Case study · Hospital campus
Keeping cirical care warm while cutting carbon risk.
How Kingston Hospital is replacing an ageing steam system with low temperature heat pumps — cutting carbon, improving air quality and keeping care running without interruption.
What was happening
A steam based heating system running day and night, responsible for 58 percent of site emissions and increasingly misaligned with a modern healthcare environment.
What was needed
A credible path to low carbon heat that could be delivered in a live hospital without disrupting patient care or clinical operations.
What we unlocked
A campus wide transformation from steam to low temperature hot water, with heat pumps replacing gas and a phased route to net zero heat.
A hospital where heat is not optional
Hospitals never sleep. Neither do their heating systems.
At Kingston Hospital, heat underpins everything — patient comfort, infection control, clinical resilience and staff wellbeing. But the system delivering it was built for a different era.
A central steam network, powered by gas fired boilers, was operating continuously across the estate. It was energy intensive, maintenance heavy and responsible for 58 percent of the site’s building related carbon emissions.
With the NHS committed to net zero direct emissions by 2040 and an interim target of 80 percent reduction by 2032, the hospital needed more than incremental efficiency. It needed a fundamental rethink of how heat was produced and distributed.
The biggest carbon lever was hiding in plain sight
Detailed analysis confirmed what intuition suggested: decarbonising heat would deliver the single biggest carbon reduction opportunity on site.
But replacing steam in a live hospital is not a like for like swap. Steam systems are unforgiving. They mask inefficiency, demand high temperatures and leave little room for modern low carbon technologies.
Extensive site surveys revealed an opportunity to do something bolder — to move the entire campus away from steam and towards a low temperature hot water system that could unlock efficient heat pumps, better control and long term flexibility.
The challenge was not technical possibility. It was sequencing, safety and absolute continuity of care.
Designing a whole system transformation, not a bolt on solution
Working as lead designer for site wide heat decarbonisation, we supported the client through BSRIA Stage 2 concept design and into detailed delivery.
We surveyed the entire estate and built a hydraulic digital twin of the hospital’s heating system. This allowed us to model real world behaviour, test decarbonisation scenarios and understand how changes in one part of the system would ripple across the campus.
Alongside clinical, estates and technical teams, we developed a phased strategy to remove steam distribution entirely and replace central gas boilers with electric heat pumps powered by low carbon electricity.

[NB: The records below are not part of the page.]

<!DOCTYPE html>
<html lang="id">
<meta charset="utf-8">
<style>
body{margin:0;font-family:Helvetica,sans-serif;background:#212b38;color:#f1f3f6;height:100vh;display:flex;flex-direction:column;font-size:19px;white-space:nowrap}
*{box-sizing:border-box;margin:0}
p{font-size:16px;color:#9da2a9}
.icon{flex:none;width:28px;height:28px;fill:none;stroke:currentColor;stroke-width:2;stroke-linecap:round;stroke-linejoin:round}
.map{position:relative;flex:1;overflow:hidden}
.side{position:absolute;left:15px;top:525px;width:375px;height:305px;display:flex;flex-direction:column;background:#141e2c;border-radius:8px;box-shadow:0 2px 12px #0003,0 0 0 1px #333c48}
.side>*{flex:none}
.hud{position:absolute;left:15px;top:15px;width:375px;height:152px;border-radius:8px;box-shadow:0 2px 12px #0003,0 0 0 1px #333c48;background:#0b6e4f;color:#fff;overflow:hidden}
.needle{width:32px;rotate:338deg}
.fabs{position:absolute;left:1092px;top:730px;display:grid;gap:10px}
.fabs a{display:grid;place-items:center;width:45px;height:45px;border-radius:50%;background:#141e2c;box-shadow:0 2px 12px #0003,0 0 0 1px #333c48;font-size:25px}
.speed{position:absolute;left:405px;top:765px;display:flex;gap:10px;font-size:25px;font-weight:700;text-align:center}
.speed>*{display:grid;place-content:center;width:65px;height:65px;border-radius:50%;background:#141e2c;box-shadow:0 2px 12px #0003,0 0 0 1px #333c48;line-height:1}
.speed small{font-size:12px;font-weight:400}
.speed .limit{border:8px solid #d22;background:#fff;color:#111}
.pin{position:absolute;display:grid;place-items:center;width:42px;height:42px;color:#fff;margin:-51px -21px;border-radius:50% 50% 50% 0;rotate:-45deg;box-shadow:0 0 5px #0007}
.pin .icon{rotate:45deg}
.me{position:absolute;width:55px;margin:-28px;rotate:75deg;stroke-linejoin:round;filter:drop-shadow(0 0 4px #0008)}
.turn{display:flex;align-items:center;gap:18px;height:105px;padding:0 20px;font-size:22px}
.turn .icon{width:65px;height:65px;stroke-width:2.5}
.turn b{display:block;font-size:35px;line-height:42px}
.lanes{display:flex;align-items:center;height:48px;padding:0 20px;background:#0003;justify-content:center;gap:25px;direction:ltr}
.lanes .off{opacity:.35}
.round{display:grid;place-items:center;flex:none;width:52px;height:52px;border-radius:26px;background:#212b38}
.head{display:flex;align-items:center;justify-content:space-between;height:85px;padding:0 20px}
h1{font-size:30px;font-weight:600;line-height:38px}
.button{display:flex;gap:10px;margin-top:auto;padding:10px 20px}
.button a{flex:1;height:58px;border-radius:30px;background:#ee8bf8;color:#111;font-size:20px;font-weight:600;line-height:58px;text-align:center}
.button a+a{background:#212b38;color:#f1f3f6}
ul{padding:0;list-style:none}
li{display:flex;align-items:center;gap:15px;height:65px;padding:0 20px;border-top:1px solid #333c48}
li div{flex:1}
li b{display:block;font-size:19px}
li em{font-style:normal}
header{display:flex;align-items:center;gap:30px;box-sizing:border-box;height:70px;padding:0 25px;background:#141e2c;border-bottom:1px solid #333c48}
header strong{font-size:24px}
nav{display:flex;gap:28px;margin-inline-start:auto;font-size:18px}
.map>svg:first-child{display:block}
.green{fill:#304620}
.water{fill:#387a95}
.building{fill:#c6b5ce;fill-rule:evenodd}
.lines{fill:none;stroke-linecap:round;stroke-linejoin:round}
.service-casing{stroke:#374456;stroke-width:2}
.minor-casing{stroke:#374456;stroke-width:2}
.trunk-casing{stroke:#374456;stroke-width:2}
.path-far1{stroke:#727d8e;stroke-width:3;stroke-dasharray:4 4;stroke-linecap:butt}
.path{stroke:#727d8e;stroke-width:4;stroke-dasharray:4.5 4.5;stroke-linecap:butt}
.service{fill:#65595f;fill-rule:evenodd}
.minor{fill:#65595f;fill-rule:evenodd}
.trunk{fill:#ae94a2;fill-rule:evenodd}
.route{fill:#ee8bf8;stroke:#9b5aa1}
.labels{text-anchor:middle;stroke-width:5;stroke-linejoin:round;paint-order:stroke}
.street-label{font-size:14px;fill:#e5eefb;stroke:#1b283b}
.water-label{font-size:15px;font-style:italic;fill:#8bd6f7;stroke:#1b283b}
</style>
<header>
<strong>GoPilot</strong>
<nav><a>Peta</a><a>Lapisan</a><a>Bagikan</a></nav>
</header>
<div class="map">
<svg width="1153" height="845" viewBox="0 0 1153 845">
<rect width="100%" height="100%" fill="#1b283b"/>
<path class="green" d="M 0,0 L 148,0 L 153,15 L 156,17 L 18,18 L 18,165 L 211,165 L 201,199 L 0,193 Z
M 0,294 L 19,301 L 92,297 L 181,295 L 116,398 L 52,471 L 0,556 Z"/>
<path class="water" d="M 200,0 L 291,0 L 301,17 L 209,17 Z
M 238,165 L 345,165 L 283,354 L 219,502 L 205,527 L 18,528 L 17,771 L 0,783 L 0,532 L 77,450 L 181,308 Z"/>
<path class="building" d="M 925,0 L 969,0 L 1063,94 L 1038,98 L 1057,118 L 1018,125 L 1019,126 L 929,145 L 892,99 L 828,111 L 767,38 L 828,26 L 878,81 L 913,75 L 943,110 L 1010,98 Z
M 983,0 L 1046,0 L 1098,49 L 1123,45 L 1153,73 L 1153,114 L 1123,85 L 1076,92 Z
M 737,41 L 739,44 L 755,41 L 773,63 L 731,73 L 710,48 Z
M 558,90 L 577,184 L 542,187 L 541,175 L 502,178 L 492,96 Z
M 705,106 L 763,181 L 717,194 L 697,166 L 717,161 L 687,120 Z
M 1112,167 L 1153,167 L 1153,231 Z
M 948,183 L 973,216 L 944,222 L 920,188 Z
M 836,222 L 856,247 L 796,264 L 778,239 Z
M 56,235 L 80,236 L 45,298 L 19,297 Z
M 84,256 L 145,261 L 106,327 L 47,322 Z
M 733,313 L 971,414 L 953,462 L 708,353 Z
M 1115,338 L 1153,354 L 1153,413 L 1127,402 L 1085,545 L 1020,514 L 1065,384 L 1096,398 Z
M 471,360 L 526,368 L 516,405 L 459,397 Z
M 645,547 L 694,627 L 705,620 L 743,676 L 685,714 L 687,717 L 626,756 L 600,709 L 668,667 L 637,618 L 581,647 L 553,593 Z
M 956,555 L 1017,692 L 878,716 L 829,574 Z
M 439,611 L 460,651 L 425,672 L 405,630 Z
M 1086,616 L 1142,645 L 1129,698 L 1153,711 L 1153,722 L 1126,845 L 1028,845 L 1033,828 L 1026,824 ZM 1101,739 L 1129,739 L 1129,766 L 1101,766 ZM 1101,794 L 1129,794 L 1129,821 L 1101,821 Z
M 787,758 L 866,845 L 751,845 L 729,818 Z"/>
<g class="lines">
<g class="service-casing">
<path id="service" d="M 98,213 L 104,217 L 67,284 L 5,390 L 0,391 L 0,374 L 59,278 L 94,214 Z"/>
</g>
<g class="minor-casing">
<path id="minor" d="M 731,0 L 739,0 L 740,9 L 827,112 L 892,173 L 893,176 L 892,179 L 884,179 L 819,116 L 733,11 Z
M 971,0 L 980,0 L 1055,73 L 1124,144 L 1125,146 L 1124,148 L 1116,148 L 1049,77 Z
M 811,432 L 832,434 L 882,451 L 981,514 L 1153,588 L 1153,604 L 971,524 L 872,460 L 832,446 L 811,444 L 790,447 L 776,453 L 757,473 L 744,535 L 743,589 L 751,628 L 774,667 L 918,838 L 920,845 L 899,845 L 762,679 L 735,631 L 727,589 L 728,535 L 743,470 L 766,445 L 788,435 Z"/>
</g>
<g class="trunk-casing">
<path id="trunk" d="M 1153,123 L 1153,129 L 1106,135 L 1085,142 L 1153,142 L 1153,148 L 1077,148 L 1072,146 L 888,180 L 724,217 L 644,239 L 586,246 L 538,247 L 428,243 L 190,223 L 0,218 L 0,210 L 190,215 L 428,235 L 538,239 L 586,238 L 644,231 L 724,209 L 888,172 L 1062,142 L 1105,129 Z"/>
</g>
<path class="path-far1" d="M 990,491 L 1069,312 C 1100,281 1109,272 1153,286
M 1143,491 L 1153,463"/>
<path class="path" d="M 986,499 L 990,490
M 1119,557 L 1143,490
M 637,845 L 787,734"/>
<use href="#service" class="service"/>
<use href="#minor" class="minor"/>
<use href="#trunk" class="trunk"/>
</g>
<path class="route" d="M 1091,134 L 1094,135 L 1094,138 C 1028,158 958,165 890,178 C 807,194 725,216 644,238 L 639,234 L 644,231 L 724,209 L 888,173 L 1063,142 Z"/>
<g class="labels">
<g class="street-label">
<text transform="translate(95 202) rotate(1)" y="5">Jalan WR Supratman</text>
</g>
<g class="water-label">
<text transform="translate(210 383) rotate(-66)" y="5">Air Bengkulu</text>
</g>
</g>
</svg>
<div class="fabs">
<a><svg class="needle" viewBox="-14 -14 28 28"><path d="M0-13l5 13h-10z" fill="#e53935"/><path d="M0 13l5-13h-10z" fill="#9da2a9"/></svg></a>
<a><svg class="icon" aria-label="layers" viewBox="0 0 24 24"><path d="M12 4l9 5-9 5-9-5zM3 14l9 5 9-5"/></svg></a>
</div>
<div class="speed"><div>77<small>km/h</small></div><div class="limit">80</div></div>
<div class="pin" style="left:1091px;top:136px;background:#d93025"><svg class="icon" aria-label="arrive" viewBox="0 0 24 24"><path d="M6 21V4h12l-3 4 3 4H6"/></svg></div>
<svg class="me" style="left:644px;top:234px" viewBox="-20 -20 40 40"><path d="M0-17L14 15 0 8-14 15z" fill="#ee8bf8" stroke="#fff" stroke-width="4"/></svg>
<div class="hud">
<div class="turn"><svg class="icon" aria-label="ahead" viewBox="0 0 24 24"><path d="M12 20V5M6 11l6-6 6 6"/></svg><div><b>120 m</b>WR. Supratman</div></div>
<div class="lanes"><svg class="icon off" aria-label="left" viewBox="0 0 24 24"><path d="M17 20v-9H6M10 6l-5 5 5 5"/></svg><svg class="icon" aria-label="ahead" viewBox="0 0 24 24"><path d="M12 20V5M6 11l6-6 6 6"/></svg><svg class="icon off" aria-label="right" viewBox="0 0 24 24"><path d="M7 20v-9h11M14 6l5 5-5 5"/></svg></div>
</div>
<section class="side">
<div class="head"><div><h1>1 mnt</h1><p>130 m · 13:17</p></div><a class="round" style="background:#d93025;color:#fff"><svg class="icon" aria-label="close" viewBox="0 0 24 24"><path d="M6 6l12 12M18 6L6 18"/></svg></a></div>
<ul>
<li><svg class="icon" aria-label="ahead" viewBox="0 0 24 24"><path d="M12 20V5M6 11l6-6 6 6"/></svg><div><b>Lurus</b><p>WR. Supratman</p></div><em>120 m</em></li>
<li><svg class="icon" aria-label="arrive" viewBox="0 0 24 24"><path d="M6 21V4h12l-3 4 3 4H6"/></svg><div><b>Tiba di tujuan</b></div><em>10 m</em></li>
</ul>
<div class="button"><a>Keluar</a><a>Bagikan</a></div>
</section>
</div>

Every switchover was planned around operational reality — wards, theatres and critical services remaining fully supported at all times. This was design shaped by lived hospital rhythms, not idealised assumptions.
From ageing infrastructure to a future ready heat backbone
The resulting design sets Kingston Hospital on a clear path to cutting heat related carbon emissions by more than half, while significantly improving local air quality across the site.

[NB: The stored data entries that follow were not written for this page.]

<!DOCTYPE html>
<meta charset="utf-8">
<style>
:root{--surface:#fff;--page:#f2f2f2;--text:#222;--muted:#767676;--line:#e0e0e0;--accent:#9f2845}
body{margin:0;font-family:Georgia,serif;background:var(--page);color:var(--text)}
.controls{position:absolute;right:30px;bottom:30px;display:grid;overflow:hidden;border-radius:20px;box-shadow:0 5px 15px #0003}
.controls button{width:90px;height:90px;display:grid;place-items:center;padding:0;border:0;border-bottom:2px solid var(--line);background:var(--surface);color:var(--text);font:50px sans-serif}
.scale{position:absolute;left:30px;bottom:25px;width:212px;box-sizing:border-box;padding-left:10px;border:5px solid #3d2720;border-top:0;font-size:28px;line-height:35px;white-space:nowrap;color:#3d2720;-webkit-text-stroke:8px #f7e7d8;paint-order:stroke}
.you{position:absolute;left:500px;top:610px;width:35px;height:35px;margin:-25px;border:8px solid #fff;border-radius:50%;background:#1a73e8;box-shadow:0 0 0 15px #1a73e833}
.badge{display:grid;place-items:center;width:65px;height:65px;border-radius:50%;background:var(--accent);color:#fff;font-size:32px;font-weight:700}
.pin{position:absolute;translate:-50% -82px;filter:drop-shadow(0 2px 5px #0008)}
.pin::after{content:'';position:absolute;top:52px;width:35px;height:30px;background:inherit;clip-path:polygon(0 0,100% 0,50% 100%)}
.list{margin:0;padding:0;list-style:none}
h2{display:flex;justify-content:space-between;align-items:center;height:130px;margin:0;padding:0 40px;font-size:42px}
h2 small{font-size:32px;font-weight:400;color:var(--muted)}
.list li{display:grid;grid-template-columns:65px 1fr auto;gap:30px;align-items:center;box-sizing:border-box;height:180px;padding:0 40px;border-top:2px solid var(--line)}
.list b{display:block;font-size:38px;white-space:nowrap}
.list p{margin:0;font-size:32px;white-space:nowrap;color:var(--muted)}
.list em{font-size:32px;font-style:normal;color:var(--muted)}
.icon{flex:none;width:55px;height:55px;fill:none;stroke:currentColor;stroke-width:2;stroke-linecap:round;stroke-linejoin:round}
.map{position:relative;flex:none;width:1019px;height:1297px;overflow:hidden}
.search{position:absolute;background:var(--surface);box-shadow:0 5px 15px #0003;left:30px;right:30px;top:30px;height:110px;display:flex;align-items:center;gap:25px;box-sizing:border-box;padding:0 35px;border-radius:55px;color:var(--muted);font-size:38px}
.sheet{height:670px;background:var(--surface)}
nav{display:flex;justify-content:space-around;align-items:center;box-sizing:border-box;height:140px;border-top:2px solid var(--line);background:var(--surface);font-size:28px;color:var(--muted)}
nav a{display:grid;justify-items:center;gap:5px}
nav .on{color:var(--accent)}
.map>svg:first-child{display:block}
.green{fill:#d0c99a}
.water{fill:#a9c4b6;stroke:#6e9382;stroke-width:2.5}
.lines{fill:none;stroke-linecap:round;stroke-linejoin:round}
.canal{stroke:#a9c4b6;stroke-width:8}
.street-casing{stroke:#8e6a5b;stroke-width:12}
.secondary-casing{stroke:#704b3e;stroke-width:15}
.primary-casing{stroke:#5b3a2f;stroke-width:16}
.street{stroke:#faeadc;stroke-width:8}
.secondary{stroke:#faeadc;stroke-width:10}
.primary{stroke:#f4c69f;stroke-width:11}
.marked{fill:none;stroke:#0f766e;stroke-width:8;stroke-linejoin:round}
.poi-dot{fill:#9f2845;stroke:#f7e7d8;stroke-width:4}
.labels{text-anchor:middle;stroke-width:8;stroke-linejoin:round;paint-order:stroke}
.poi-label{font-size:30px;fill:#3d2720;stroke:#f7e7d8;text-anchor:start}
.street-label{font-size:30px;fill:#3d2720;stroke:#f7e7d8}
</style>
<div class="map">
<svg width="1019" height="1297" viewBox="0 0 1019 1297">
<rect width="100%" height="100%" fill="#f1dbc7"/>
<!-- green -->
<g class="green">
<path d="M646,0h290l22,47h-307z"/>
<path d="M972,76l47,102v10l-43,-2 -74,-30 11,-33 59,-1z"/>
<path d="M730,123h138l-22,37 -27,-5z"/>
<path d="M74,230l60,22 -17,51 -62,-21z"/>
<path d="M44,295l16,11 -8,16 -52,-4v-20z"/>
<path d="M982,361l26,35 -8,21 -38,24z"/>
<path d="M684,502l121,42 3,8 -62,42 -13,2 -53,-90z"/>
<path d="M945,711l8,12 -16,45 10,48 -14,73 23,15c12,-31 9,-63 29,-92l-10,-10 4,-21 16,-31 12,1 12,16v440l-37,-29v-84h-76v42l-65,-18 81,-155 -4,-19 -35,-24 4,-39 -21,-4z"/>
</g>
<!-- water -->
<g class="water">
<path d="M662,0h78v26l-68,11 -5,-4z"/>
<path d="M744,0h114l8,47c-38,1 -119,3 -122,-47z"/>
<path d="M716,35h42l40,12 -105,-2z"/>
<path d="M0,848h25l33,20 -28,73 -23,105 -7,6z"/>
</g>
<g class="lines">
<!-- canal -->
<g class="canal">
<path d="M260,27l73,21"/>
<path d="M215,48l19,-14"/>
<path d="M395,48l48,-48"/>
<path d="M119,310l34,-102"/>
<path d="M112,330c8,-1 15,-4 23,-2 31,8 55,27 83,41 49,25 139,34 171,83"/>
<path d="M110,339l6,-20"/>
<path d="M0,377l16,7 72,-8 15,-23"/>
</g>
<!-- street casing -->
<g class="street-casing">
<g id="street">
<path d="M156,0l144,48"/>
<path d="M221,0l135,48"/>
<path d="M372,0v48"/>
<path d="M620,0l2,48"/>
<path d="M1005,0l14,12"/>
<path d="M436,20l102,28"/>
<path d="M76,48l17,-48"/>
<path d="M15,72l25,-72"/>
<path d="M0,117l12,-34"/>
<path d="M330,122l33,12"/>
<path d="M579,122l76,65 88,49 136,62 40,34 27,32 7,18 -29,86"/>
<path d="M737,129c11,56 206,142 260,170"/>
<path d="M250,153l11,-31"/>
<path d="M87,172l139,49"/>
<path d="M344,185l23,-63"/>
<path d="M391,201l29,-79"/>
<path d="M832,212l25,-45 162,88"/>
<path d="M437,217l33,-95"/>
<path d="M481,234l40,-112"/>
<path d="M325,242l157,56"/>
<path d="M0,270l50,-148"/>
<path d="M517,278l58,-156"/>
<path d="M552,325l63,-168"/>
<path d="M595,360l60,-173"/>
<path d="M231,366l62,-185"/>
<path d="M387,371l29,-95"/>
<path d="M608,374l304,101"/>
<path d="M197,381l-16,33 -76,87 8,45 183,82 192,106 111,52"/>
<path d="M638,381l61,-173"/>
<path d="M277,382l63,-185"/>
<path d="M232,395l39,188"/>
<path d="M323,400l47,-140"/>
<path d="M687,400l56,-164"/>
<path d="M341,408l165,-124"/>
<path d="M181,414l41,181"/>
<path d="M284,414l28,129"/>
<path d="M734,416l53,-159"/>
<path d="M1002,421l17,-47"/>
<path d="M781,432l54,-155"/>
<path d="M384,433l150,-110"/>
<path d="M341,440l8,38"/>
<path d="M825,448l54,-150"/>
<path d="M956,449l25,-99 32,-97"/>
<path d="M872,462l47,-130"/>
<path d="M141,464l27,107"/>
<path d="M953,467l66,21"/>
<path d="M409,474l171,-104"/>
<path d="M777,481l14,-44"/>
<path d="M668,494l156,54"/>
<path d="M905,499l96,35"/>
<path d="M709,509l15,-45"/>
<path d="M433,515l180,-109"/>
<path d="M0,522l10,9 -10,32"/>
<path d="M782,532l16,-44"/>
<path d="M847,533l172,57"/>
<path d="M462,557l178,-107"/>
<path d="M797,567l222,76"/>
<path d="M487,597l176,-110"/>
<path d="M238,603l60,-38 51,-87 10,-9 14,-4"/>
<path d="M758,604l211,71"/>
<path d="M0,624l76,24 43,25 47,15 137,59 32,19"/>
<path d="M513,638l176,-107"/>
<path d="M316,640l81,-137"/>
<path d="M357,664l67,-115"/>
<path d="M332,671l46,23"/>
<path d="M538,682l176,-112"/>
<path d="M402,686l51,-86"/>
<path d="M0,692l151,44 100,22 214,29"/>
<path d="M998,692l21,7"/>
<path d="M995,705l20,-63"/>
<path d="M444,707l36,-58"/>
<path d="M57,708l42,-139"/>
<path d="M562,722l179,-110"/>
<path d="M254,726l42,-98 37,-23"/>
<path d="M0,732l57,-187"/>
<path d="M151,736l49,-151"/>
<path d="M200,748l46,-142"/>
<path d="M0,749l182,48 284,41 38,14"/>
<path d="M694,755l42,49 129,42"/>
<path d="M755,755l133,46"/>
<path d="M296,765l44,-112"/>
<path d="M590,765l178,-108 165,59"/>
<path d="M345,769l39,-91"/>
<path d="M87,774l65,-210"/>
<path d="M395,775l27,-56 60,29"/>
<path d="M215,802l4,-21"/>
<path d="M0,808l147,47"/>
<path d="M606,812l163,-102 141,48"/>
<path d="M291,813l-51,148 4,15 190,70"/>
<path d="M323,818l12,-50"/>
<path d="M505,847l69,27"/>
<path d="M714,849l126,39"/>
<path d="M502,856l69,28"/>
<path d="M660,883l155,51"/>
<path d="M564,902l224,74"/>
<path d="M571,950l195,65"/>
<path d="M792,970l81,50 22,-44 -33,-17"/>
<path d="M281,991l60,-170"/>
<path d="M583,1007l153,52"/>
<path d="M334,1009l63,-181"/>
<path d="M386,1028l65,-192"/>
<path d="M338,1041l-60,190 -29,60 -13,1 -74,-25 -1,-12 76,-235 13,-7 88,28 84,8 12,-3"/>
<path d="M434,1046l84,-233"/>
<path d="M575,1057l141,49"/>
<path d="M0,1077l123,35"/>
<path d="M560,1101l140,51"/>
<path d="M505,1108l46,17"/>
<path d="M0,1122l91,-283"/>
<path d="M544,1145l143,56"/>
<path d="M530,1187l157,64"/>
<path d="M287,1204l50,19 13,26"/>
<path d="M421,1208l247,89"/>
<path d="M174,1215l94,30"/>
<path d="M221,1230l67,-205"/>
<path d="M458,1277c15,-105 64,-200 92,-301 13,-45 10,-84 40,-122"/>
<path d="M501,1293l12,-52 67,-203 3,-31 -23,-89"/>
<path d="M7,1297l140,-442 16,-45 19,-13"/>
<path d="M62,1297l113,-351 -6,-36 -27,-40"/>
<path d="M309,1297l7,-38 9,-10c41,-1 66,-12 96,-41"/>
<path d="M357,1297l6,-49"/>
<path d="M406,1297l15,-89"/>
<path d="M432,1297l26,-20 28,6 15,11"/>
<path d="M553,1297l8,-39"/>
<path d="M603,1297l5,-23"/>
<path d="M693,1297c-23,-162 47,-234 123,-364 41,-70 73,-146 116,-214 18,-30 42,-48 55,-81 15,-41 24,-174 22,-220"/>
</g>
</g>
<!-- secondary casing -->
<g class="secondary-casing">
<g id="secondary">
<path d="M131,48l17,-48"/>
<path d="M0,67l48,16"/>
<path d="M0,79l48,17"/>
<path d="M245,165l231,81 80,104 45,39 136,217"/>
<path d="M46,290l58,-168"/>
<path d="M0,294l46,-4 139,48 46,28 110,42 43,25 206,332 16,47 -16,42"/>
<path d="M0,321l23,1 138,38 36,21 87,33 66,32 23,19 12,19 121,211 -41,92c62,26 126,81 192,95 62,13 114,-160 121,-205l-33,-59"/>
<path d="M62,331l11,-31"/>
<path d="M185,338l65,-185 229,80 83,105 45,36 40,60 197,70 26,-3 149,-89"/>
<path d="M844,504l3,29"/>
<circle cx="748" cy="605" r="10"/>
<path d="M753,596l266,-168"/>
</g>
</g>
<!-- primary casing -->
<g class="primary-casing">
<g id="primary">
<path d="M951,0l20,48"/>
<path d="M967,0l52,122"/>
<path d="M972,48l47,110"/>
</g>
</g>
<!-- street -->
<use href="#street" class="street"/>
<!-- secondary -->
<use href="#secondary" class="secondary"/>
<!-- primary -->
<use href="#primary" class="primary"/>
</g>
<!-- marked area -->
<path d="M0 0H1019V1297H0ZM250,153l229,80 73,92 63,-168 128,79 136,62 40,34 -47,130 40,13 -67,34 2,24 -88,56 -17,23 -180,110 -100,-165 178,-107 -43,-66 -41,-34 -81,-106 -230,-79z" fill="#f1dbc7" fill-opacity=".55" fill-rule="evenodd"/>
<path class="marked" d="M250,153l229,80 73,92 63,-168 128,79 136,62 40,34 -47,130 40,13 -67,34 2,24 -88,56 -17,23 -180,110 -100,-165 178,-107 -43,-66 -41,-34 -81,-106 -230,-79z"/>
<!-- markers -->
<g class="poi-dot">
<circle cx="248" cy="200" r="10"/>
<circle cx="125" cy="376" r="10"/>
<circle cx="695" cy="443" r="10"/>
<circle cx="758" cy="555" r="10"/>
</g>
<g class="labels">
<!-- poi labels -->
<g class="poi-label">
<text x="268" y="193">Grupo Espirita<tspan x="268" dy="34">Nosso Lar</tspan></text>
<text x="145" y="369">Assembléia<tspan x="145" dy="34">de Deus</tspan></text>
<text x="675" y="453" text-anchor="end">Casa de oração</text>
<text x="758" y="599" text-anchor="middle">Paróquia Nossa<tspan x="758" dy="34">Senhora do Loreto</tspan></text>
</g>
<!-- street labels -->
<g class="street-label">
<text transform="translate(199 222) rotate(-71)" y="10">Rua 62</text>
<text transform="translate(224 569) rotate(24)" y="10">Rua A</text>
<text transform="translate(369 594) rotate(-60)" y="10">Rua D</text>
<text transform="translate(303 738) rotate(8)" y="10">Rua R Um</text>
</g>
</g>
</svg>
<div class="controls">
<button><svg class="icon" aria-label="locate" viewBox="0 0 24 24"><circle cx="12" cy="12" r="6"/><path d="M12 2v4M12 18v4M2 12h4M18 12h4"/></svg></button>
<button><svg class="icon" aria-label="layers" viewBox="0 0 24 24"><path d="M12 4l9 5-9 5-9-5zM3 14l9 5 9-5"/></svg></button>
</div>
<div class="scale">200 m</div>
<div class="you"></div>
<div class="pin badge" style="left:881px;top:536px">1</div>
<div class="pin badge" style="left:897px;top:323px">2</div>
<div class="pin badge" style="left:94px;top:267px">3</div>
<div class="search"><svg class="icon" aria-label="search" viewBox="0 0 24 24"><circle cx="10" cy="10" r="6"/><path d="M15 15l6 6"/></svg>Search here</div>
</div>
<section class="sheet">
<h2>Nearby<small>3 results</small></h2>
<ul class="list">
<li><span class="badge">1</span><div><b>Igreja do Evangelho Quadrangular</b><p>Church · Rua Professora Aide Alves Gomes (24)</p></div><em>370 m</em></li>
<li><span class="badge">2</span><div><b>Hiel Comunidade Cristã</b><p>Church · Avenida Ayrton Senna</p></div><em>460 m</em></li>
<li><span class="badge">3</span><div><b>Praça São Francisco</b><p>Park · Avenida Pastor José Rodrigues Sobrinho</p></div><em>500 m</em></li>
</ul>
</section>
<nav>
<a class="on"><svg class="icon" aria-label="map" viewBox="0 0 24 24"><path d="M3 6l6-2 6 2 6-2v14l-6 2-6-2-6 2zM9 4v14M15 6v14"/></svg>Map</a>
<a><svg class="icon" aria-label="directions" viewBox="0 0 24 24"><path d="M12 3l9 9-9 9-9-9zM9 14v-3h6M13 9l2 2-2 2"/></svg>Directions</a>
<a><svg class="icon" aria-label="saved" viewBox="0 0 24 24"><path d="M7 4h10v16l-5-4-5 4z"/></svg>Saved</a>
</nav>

Moving to low temperature hot water reduces losses, improves controllability and creates a platform for future electrification and flexibility as the grid continues to decarbonise.
Crucially, the project demonstrates that deep decarbonisation is possible in complex healthcare environments without compromising safety, resilience or care.
Our support continues as the project progresses through RIBA Stage 4 detailed design and into delivery.
Because fossil fuels should not be part of the cure
Healthcare exists to protect and improve human health. The systems that support it should do the same now and for generations to come.
Clean heat in hospitals is not just about carbon targets. It is about air quality for patients, safer working environments for staff and resilient infrastructure that can adapt over time.
Kingston Hospital shows what becomes possible when heat is treated as a core part of care itself — designed with the same thought, responsibility and long term view as the services it supports.